## WHAT IS NEEDED
Your task is to gather the lines below that hold the string "data".

## INPUT RECORDS
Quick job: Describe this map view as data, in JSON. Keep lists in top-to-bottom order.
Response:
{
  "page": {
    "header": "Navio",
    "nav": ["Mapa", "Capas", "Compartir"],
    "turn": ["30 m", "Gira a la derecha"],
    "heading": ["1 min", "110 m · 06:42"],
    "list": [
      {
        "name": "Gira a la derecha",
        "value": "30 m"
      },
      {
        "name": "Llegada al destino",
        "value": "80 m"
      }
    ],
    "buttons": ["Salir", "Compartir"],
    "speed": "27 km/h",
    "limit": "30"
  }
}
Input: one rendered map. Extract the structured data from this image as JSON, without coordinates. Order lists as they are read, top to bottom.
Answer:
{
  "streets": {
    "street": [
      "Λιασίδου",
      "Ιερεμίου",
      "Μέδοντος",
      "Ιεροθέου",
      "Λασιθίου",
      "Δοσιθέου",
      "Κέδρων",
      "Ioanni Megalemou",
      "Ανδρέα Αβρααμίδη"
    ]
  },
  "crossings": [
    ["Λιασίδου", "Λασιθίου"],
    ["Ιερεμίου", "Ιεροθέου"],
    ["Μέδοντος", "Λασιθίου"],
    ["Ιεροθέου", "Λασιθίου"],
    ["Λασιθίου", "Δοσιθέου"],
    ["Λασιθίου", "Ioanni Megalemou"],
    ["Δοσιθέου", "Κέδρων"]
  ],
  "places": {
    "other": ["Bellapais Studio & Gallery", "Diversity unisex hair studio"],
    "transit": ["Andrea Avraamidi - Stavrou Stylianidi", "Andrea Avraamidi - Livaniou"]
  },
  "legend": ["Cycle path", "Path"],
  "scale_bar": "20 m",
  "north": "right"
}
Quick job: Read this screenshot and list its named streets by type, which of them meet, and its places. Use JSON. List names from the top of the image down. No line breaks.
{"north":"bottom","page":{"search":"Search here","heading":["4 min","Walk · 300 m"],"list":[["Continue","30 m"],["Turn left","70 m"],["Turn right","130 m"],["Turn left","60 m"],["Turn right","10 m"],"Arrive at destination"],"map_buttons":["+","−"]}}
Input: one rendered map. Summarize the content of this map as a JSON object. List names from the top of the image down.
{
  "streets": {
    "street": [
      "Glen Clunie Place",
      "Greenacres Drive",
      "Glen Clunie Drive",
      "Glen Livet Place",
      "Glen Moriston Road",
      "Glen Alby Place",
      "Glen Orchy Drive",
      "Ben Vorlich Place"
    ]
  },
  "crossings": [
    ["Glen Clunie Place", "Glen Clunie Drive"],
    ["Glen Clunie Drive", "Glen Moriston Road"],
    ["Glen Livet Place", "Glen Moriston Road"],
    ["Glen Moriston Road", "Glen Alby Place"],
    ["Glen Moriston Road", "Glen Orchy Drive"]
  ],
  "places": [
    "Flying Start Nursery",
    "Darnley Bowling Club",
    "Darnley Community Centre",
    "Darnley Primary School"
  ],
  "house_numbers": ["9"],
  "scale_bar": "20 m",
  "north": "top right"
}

## RESULT FOR THIS EXERCISE
Quick job: Describe this map view as data, in JSON. Keep lists in top-to-bottom order.
Input: one rendered map. Extract the structured data from this image as JSON, without coordinates. Order lists as they are read, top to bottom.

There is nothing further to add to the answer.